PROBLEM DESCRIPTION:
From the entries that follow, gather each line holding the word "data".
--------------------------------------------------
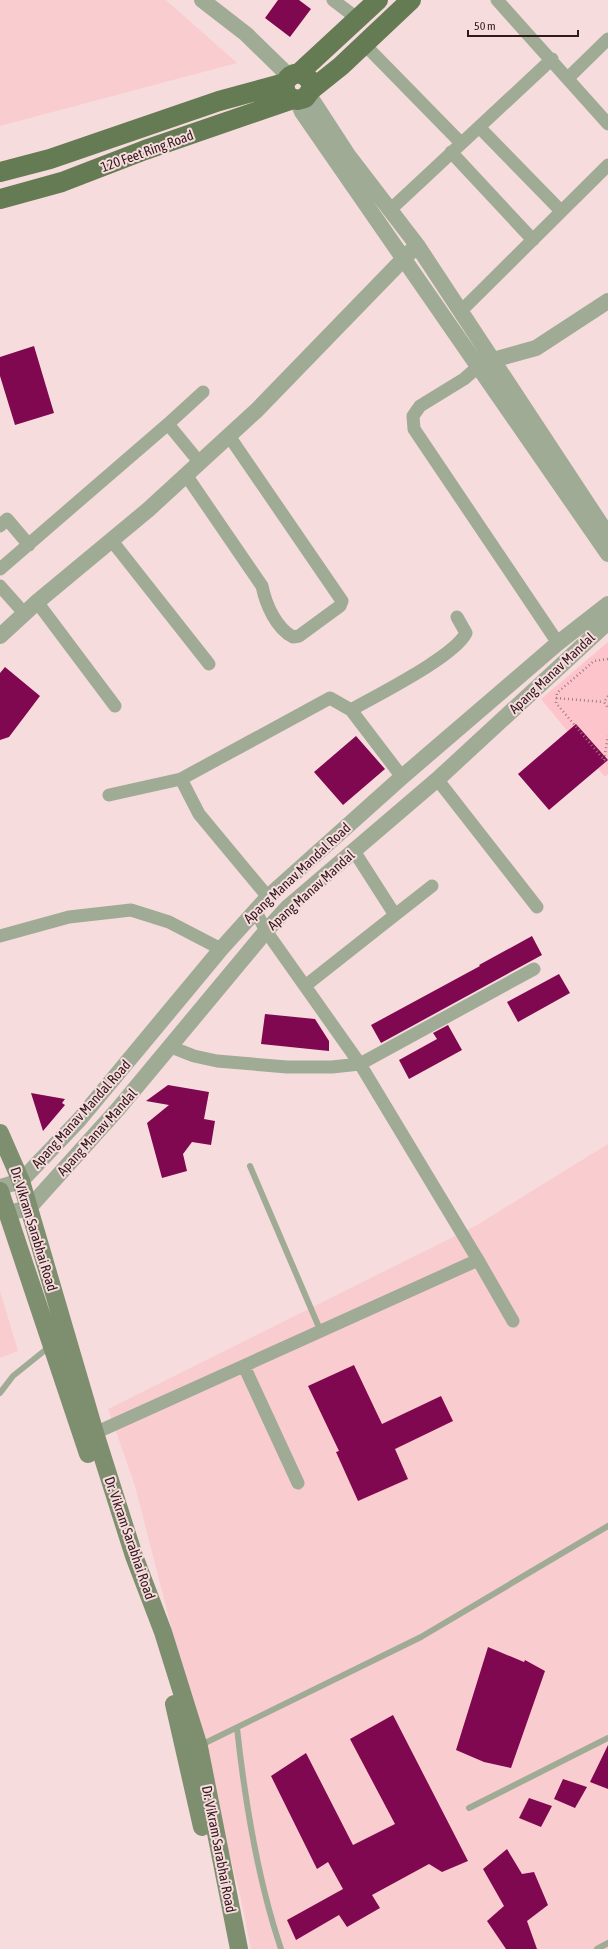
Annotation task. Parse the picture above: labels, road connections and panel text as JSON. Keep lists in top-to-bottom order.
{
  "streets": {
    "main road": ["120 Feet Ring Road", "Dr. Vikram Sarabhai Road"],
    "street": ["Apang Manav Mandal", "Apang Manav Mandal Road"]
  },
  "crossings": [
    ["Apang Manav Mandal", "Dr. Vikram Sarabhai Road"],
    ["Apang Manav Mandal Road", "Dr. Vikram Sarabhai Road"]
  ],
  "scale_bar": "50 m"
}
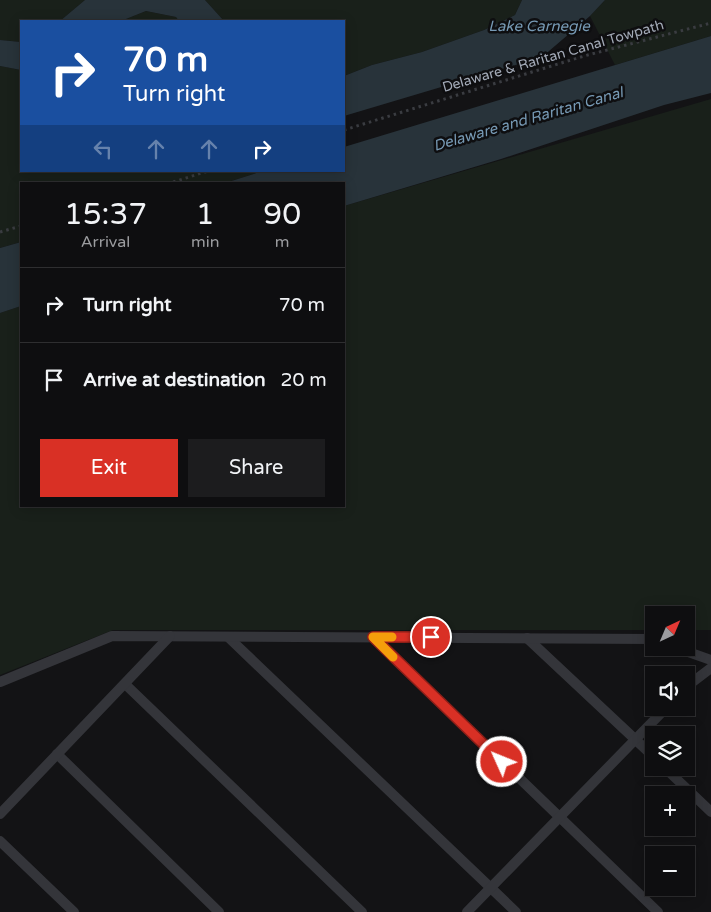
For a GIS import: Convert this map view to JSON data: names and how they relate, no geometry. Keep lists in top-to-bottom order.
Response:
{
  "streets": {
    "path": ["Delaware & Raritan Canal Towpath"]
  },
  "water": ["Lake Carnegie", "Delaware and Raritan Canal"],
  "north": "top right",
  "page": {
    "turn": ["70 m", "Turn right"],
    "eta": [
      "15:37",
      "Arrival",
      "1",
      "min",
      "90",
      "m"
    ],
    "list": [
      {
        "name": "Turn right",
        "value": "70 m"
      },
      {
        "name": "Arrive at destination",
        "value": "20 m"
      }
    ],
    "buttons": ["Exit", "Share"],
    "map_buttons": ["+", "−"]
  }
}
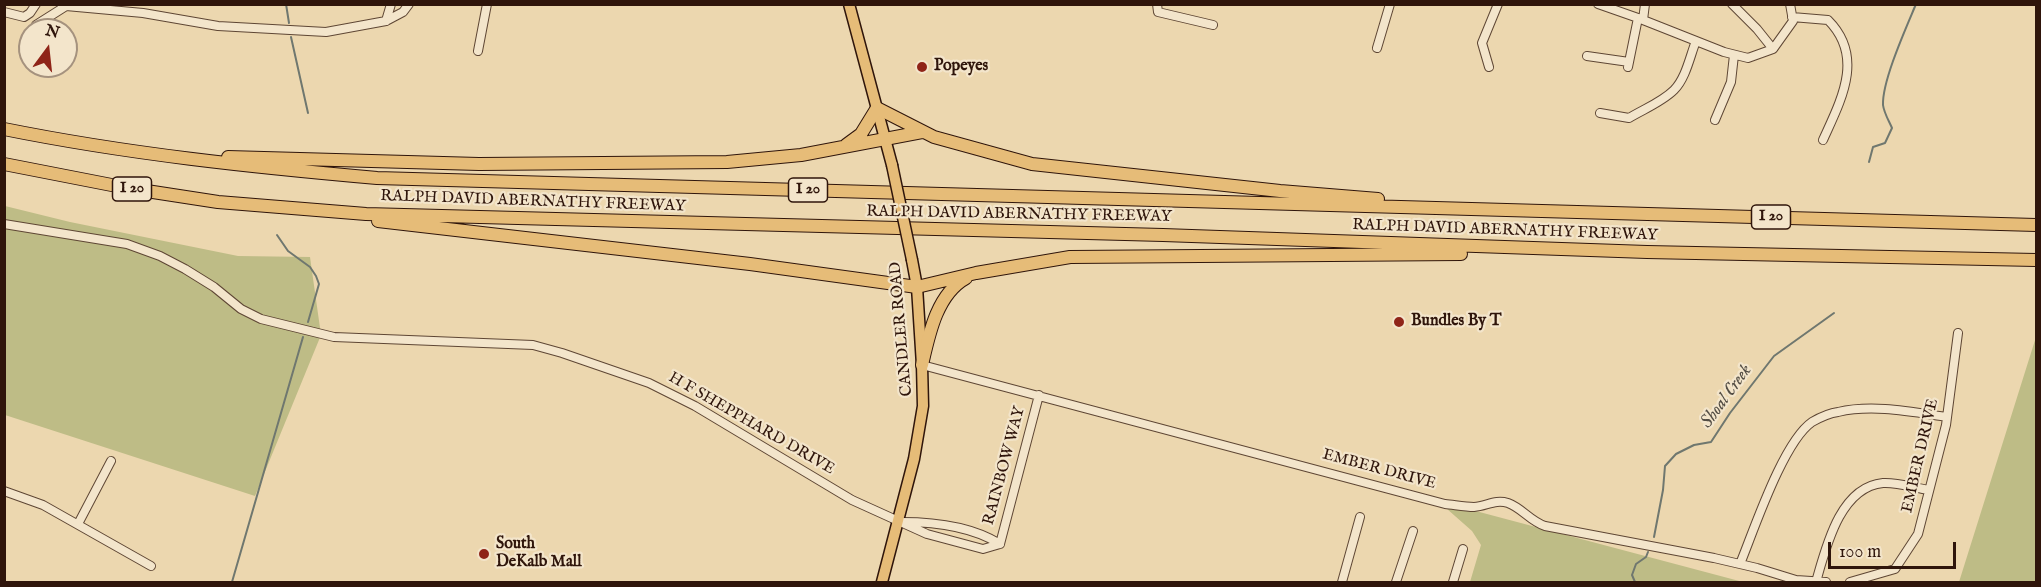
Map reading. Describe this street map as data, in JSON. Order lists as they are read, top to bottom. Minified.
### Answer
{"streets":{"highway":["I 20","RALPH DAVID ABERNATHY FREEWAY"],"main road":["CANDLER ROAD"],"street":["H F SHEPPHARD DRIVE","EMBER DRIVE","RAINBOW WAY"]},"crossings":[["CANDLER ROAD","H F SHEPPHARD DRIVE"],["CANDLER ROAD","EMBER DRIVE"],["CANDLER ROAD","RAINBOW WAY"],["H F SHEPPHARD DRIVE","RAINBOW WAY"],["EMBER DRIVE","RAINBOW WAY"]],"water":["Shoal Creek"],"places":["Popeyes","Bundles By T","South DeKalb Mall"],"scale_bar":"100 m","north":"top"}
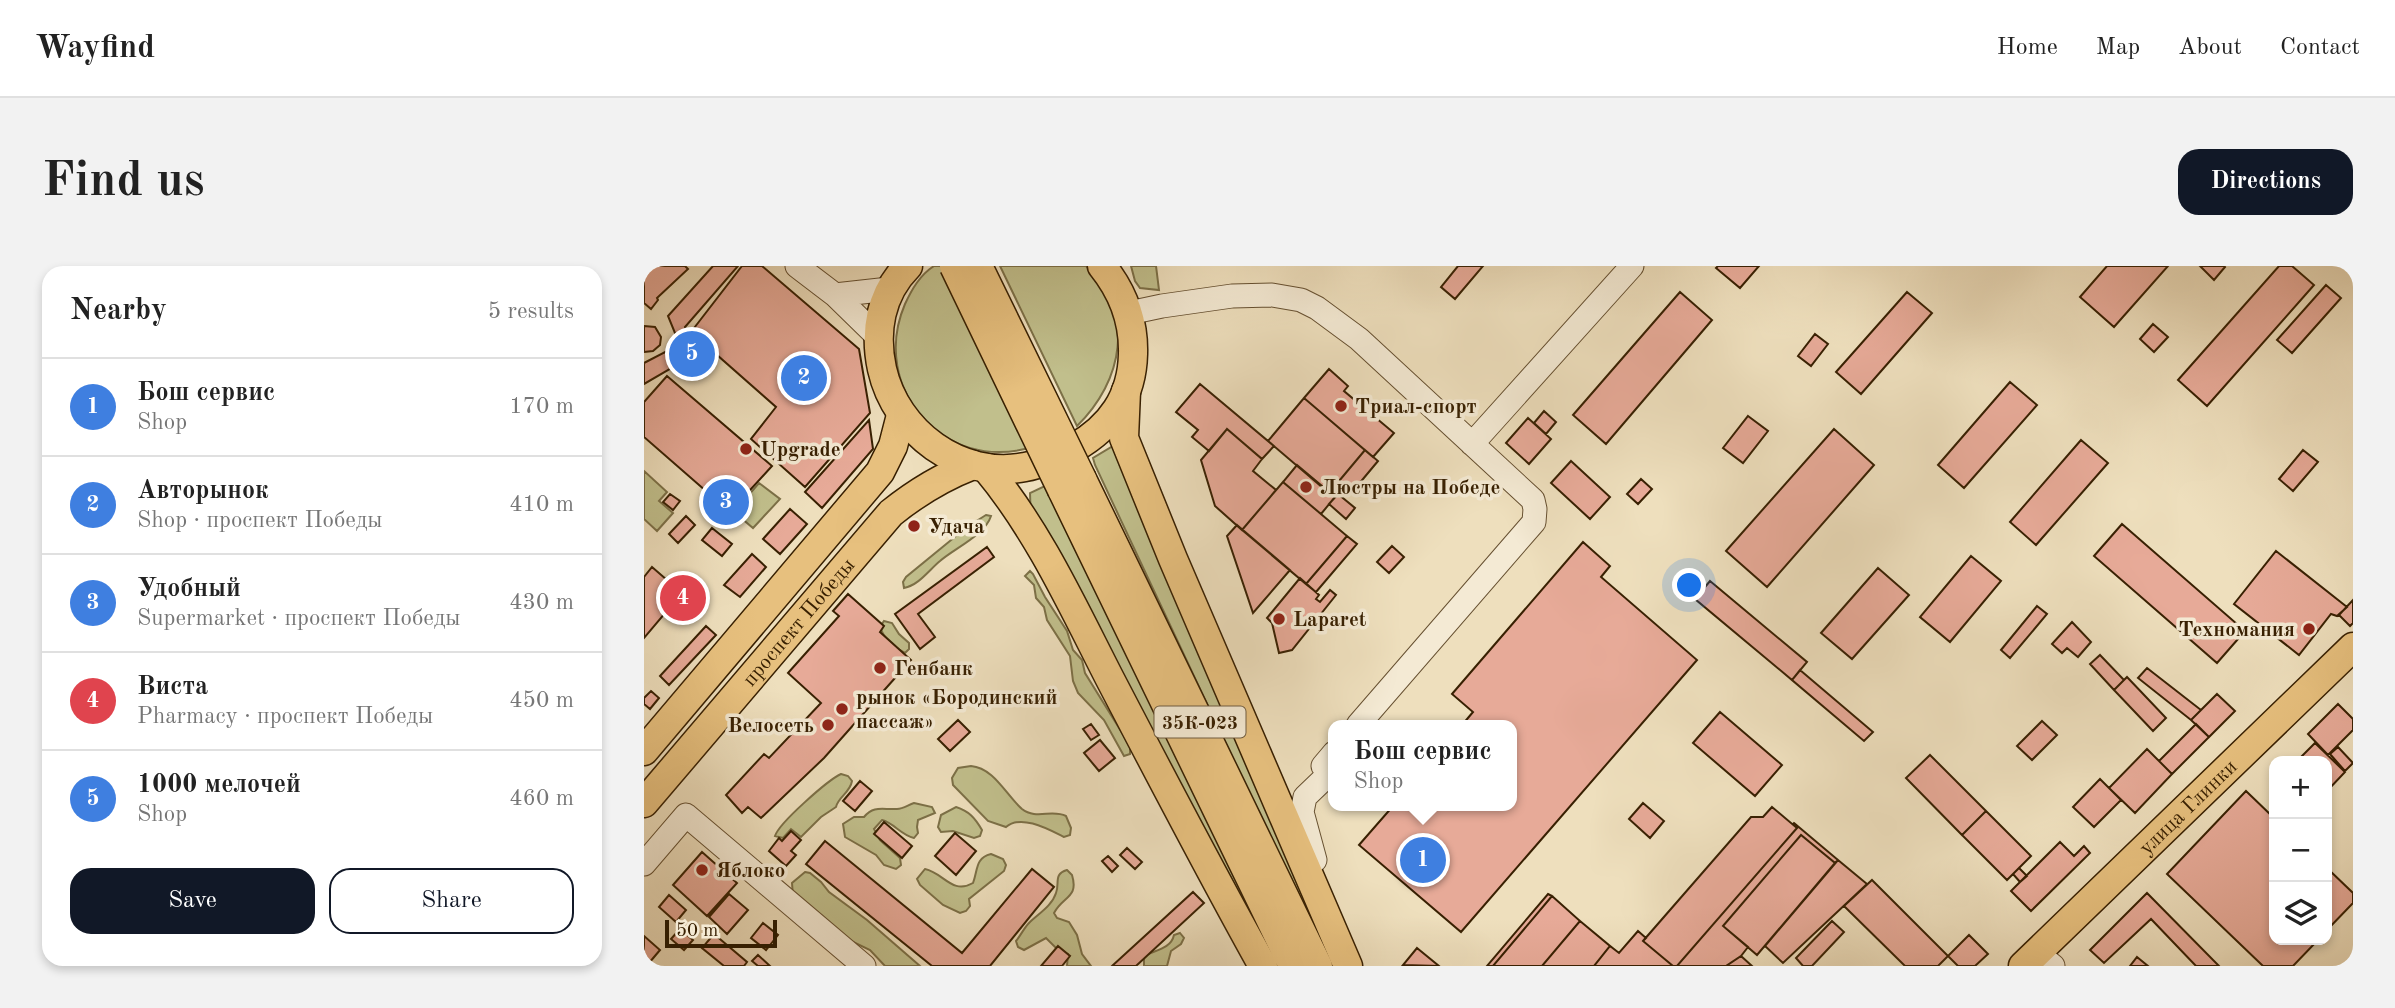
--------------------------------------------------
ANSWER TO THE PROBLEM:
For a GIS import: Convert this map view to JSON data: names and how they relate, no geometry. Keep lists in top-to-bottom order.
Map reading. Describe this street map as data, in JSON. Order lists as they are read, top to bottom. Minified.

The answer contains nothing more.